Neighbourhood Collective Efficacy

Collective efficacy was measured at wave 1 (age 10 years) in the primary school sample and wave 2 (age 15 years) in the secondary school sample. Children were asked whether neighbours: (1) have close relationships with each other, (2) trust each other, (3) scold them if they smoke or drink in the neighbourhood, and (4) intervene or report to the police if they are assaulted in the neighbourhood, and whether they (5) let neighbours know if friends smoke or drink in the neighbourhood and (6) intervene or report to the police if friends are assaulted in the neighbourhood. The six items were rated on a 5-point scale, from 0 ‘very untrueto 4 ‘very true’. Internal reliabilities were acceptable with ω = 0.67 and ω = 0.80 for the primary and secondary school samples, respectively.

Family Violence

Domestic violence and child abuse were measured at waves 2 (age 11 years) and 3 (age 12 years) in the primary school sample and waves 3 (age 16 years) and 4 (age 17 years) in the secondary school sample.
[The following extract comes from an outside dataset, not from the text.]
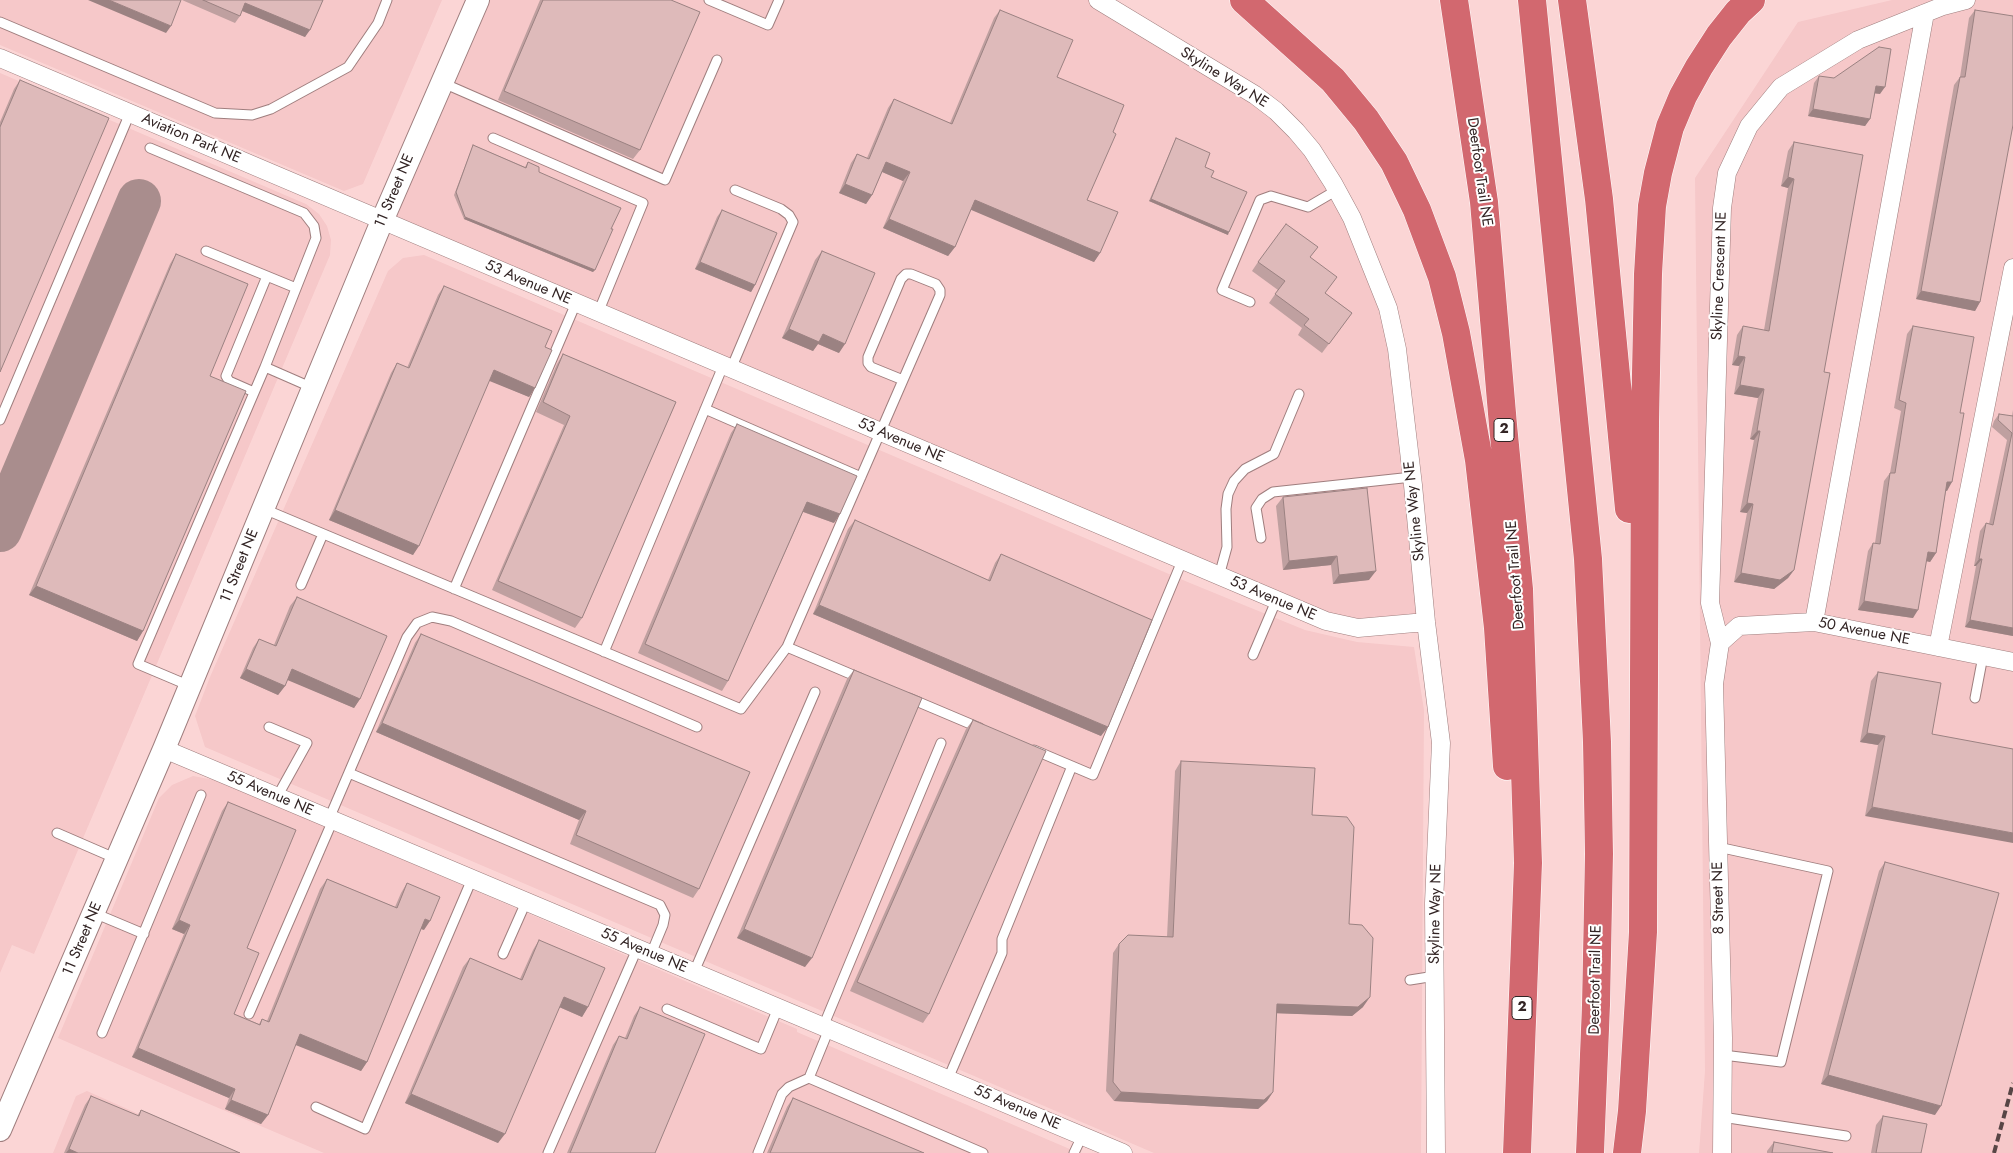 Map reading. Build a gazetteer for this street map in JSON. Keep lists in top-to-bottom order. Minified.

Children were asked whether they frequently see: (1) their parents verbally abuse each other or (2) one parent beat the other one, and whether they are often (3) verbally abused or (4) severely beaten by parents. The first two items were used to assess domestic violence, while the latter two items were used to assess child abuse. The four items were rated on a 5-point scale, from 0 ‘very untrue’ to 4 ‘very true’, and were used to create a composite measure of family violence. The scale showed good internal reliability in the primary school sample at waves 2 (ω = 0.78) and 3 (ω = 0.82) and in the secondary school sample at waves 3 (ω = 0.80) and 4 (ω = 0.86).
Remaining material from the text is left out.